What the exercise asks: Gather every line below where "下鴨中通" appears.

Data to use:

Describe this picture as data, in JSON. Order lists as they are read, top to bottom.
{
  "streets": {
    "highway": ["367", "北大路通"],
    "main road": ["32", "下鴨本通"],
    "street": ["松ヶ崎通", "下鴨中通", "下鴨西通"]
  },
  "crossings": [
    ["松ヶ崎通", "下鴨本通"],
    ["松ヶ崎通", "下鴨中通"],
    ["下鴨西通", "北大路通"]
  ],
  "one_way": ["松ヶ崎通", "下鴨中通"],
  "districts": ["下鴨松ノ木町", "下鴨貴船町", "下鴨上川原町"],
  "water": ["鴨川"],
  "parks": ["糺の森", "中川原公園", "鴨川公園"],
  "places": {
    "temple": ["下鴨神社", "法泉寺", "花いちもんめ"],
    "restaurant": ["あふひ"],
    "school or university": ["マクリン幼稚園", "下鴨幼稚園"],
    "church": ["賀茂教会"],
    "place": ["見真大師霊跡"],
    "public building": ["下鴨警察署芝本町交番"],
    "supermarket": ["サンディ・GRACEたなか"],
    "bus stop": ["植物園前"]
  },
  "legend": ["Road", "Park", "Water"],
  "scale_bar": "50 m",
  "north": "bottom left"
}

Solution to this problem:
    "street": ["松ヶ崎通", "下鴨中通", "下鴨西通"]
    ["松ヶ崎通", "下鴨中通"],
  "one_way": ["松ヶ崎通", "下鴨中通"],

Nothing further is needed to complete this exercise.